Media release published at May 25, 2016

Bedford public urged to join national UK charity and ‘face off’ to the region’s pig farming industry

pig factory farm
  • Viva! takes undercover investigation to streets of Bedford
  • Farms including Twinwoods and Highfield show sick and dying animals in cramped conditions with no real enrichment
  • National campaign reveals 90 per cent of UK pigs kept in ‘horrific’ conditions

People in Bedford are being called on to join one of the UK’s leading animal welfare charities and take the ‘Face Off Challenge’, which confronts the realities of the region’s pig farming.

As the popularity of meat reduction, vegetarianism and veganism spreads across the UK, the team from Viva! took a film camera into an average Bedford pig farm to help people who consume meat to understand the horrors farmed animals are living in.

The farms include Twinwoods Farm and Highfield Farm, both of which are operated by well-known supermarket supplier Bedfordia Farms http://www.bedfordia.co.uk/agriculture/livestock.asp.

The Viva! team will be showing the film to the Bedford public on Tuesday May 24, 2016 between 12pm-3pm on Midland Road (MK40 1PL).

The footage shows a pig with a protruding hernia being attacked by others, cramped conditions and no enrichment apart from a hanging piece of metal in many areas of the Highfield site.

The Viva! team reported its findings to local Animal Health officials but are yet to receive a response.

A private Youtube link shows footage from the investigation: https://www.youtube.com/watch?v=8SOHD1_v_AQ

Pigs are proven to be sensitive and intelligent animals yet are farmed in these kinds of conditions in order to produce 90 per cent of the country’s pig meat. Even more shocking is that the animals being shown in the film are being kept in completely legal conditions under UK Government and EU-set welfare standards.

The campaign, which is on a UK tour, started with an undercover investigation carried out by the charity’s CEO Juliet Gellatley who went on camera in a farm in Norfolk. You can see her film here: http://www.viva.org.uk/faceoff

Even with more than 30 years’ experience campaigning on animal issues, Juliet finds some of what she sees hard to take but with already more than 700,000 people having watched the film and taken the Face Off Challenge, the UK is waking up to the suffering involved in just an average bacon sandwich.

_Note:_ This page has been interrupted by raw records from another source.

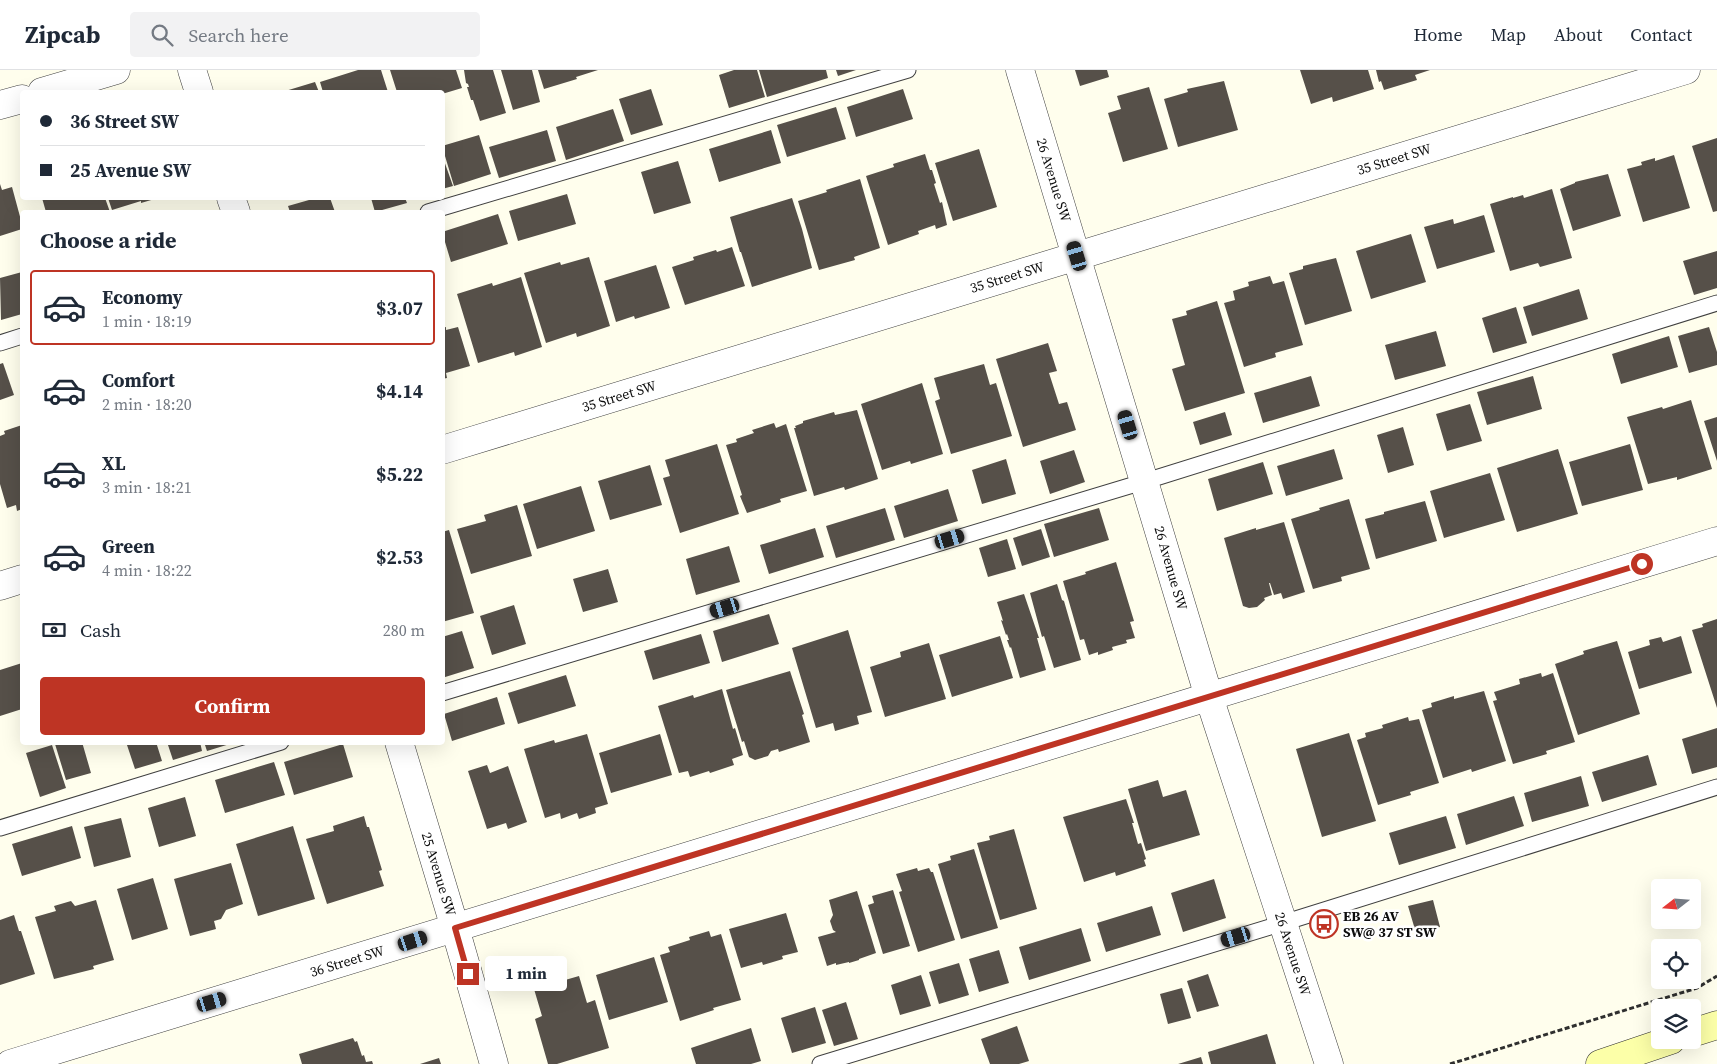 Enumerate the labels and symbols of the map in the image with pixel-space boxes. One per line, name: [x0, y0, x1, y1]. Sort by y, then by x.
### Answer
street label: 26 Avenue SW: [1032, 136, 1076, 225]
street label: 35 Street SW: [1354, 138, 1434, 180]
car: [1065, 239, 1088, 273]
street label: 35 Street SW: [967, 256, 1047, 298]
street label: 35 Street SW: [579, 375, 659, 417]
car: [1116, 408, 1139, 442]
street label: 26 Avenue SW: [1149, 524, 1193, 613]
car: [933, 527, 966, 551]
route start: [1631, 553, 1653, 575]
car: [708, 596, 741, 620]
street label: 25 Avenue SW: [417, 830, 461, 919]
north arrow: [1651, 879, 1701, 929]
place label: EB 26 AV SW@ 37 ST SW: [1343, 906, 1437, 942]
bus stop icon: EB 26 AV SW@ 37 ST SW: [1309, 909, 1339, 939]
street label: 26 Avenue SW: [1270, 910, 1316, 999]
car: [1219, 925, 1252, 949]
car: [396, 929, 429, 953]
street label: 36 Street SW: [307, 940, 387, 982]
callout: 1 min: [486, 956, 568, 992]
route end: [457, 963, 479, 985]
car: [195, 990, 228, 1014]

Now they are calling on the people of Bedford to take the challenge and help them chose a kinder diet.

Juliet said: “Many people are coming to the realisation that farming animals in these conditions simply to be killed and made into food is cruel and unsustainable.

“Pork consumption is in particular under the spotlight as processed meats such as sausages and bacon are now directly linked to a variety of cancers.

“While some may argue that the standards of farming must improve, the easiest thing to do to to stop this kind of animal torture is to go vegan and we are asking the people of Bedford to join in the campaign and chose a kinder, animal-free diet.”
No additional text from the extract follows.